> _Assignment_:
Please transcribe the entries exactly and omit the images they contain.

Collected data entries
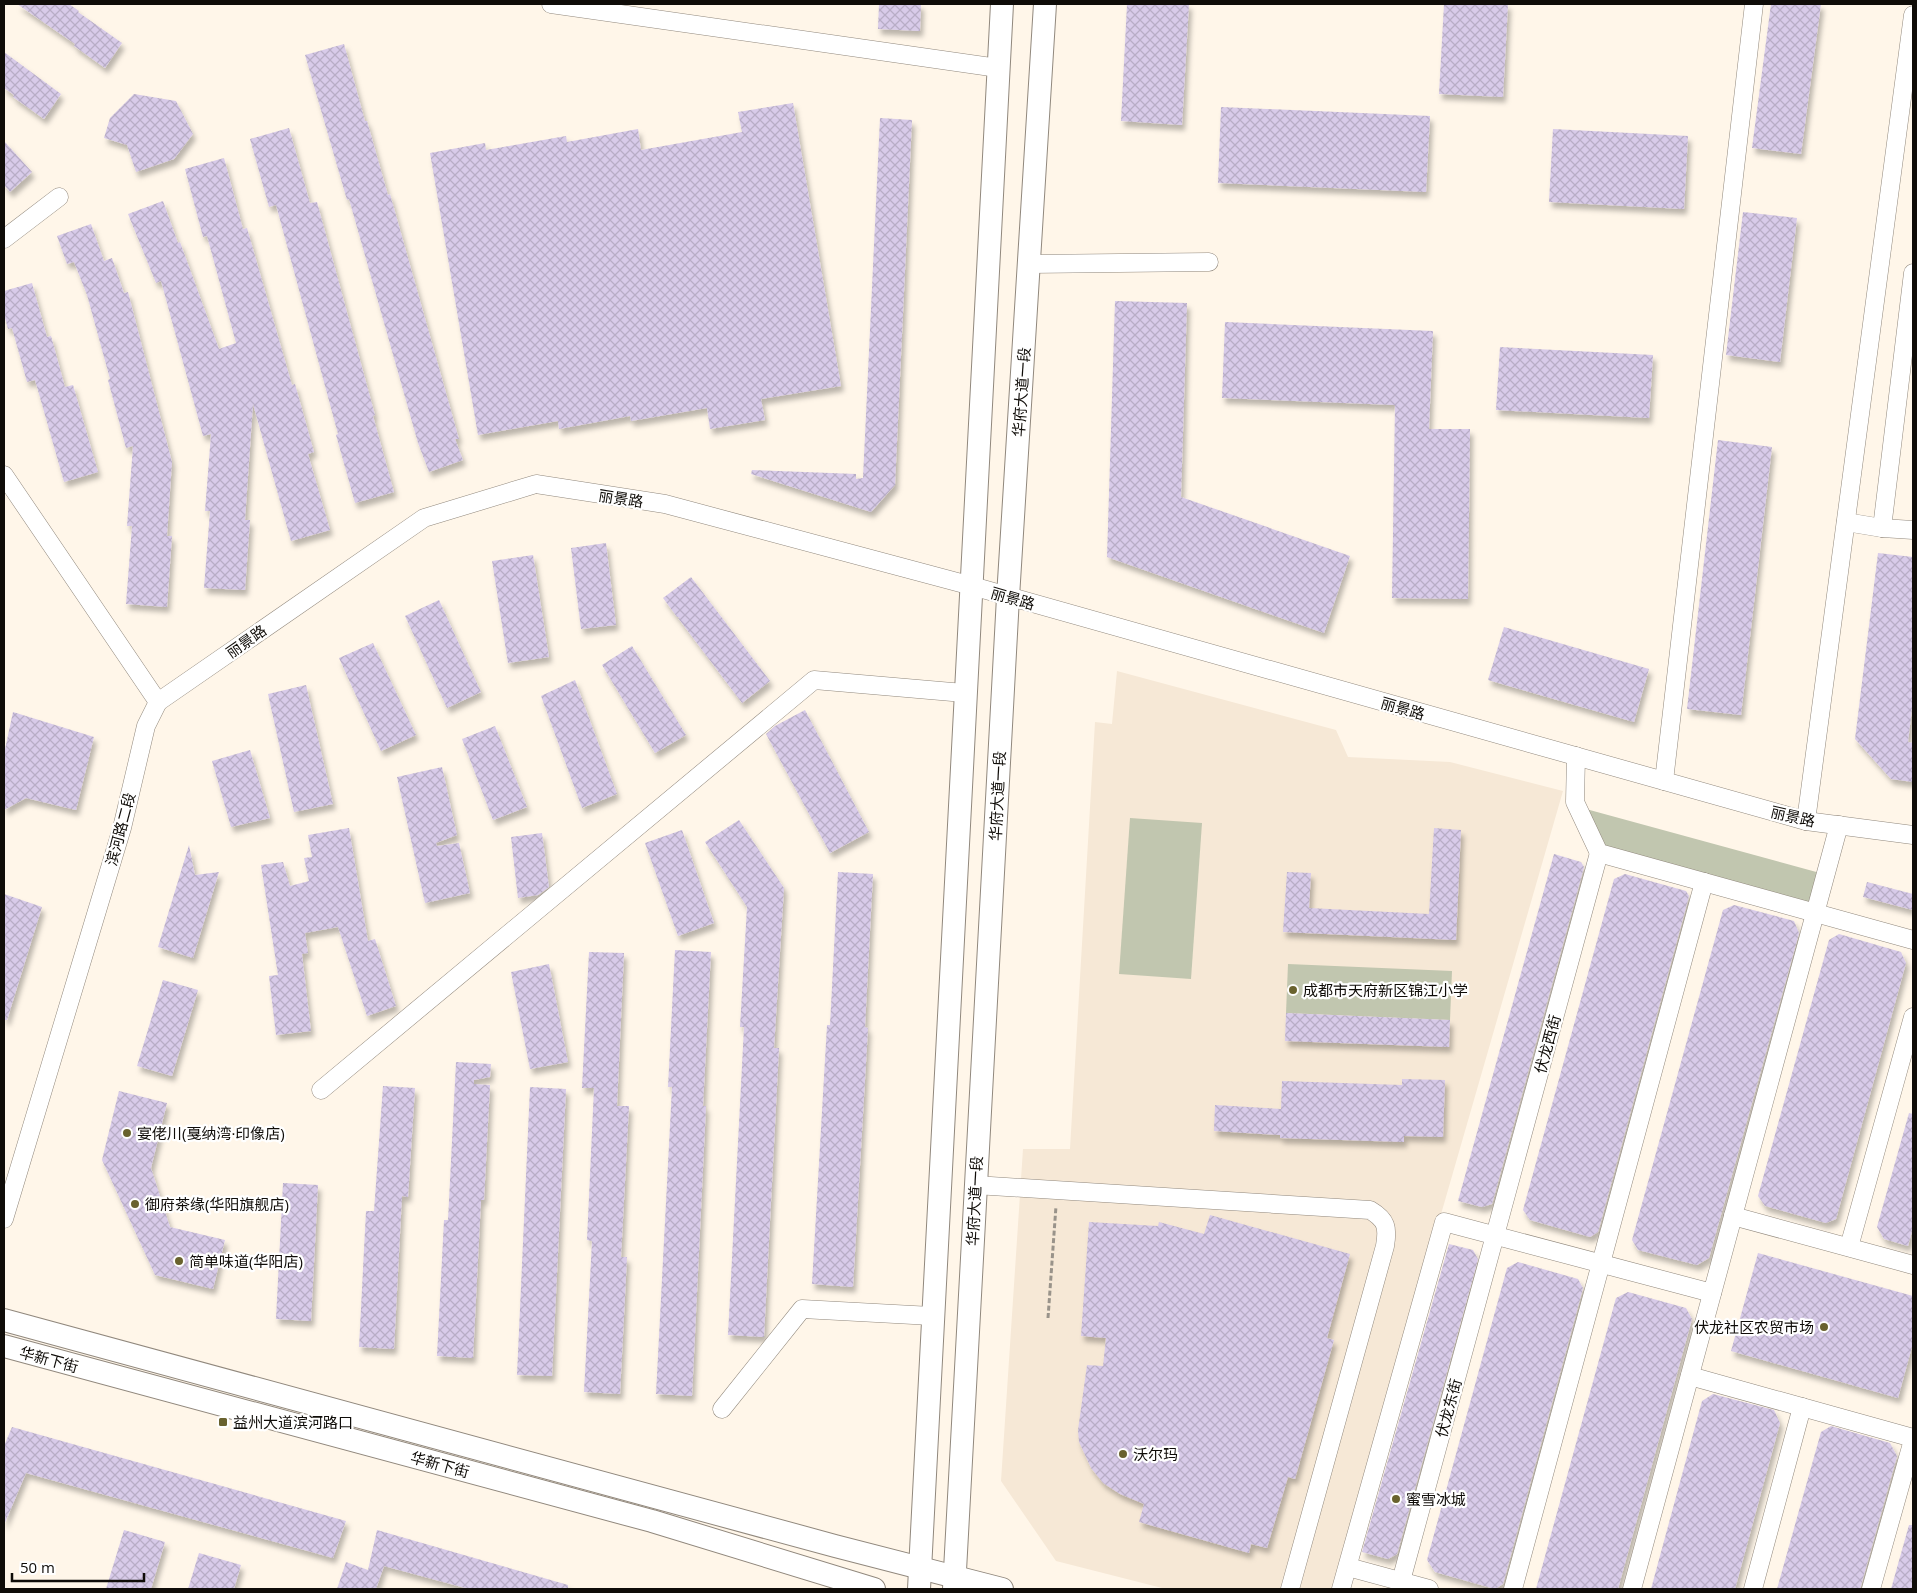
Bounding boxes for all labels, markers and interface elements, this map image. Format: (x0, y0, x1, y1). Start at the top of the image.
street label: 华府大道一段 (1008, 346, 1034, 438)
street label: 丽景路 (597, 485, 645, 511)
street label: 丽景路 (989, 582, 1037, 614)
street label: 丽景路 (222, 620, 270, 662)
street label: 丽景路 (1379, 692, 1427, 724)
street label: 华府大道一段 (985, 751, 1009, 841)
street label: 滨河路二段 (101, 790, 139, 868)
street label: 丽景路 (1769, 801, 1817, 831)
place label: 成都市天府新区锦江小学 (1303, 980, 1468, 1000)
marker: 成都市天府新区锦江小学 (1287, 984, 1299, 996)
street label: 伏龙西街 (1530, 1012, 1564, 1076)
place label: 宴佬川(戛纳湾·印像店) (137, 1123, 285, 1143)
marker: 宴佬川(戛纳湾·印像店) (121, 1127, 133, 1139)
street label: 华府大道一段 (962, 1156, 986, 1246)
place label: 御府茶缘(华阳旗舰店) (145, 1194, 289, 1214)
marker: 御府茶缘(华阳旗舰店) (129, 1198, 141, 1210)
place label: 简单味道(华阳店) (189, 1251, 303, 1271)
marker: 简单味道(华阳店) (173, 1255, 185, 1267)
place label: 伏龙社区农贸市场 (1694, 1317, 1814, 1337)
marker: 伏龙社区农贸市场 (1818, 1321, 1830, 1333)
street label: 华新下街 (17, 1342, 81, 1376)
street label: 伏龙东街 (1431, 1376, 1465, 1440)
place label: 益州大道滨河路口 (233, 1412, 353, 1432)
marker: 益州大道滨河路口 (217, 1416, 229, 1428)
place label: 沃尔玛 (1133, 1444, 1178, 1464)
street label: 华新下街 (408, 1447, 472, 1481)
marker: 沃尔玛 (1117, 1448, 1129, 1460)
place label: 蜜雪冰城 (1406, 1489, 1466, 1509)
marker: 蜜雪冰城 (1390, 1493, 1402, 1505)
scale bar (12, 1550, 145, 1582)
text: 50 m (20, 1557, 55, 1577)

> _Output below_:
Bounding boxes for all labels, markers and interface elements, this map image. Format: (x0, y0, x1, y1). Start at the top of the image.
street label: 华府大道一段 (1008, 346, 1034, 438)
street label: 丽景路 (597, 485, 645, 511)
street label: 丽景路 (989, 582, 1037, 614)
street label: 丽景路 (222, 620, 270, 662)
street label: 丽景路 (1379, 692, 1427, 724)
street label: 华府大道一段 (985, 751, 1009, 841)
street label: 滨河路二段 (101, 790, 139, 868)
street label: 丽景路 (1769, 801, 1817, 831)
place label: 成都市天府新区锦江小学 (1303, 980, 1468, 1000)
marker: 成都市天府新区锦江小学 (1287, 984, 1299, 996)
street label: 伏龙西街 (1530, 1012, 1564, 1076)
place label: 宴佬川(戛纳湾·印像店) (137, 1123, 285, 1143)
marker: 宴佬川(戛纳湾·印像店) (121, 1127, 133, 1139)
street label: 华府大道一段 (962, 1156, 986, 1246)
place label: 御府茶缘(华阳旗舰店) (145, 1194, 289, 1214)
marker: 御府茶缘(华阳旗舰店) (129, 1198, 141, 1210)
place label: 简单味道(华阳店) (189, 1251, 303, 1271)
marker: 简单味道(华阳店) (173, 1255, 185, 1267)
place label: 伏龙社区农贸市场 (1694, 1317, 1814, 1337)
marker: 伏龙社区农贸市场 (1818, 1321, 1830, 1333)
street label: 华新下街 (17, 1342, 81, 1376)
street label: 伏龙东街 (1431, 1376, 1465, 1440)
place label: 益州大道滨河路口 (233, 1412, 353, 1432)
marker: 益州大道滨河路口 (217, 1416, 229, 1428)
place label: 沃尔玛 (1133, 1444, 1178, 1464)
street label: 华新下街 (408, 1447, 472, 1481)
marker: 沃尔玛 (1117, 1448, 1129, 1460)
place label: 蜜雪冰城 (1406, 1489, 1466, 1509)
marker: 蜜雪冰城 (1390, 1493, 1402, 1505)
scale bar (12, 1550, 145, 1582)
text: 50 m (20, 1557, 55, 1577)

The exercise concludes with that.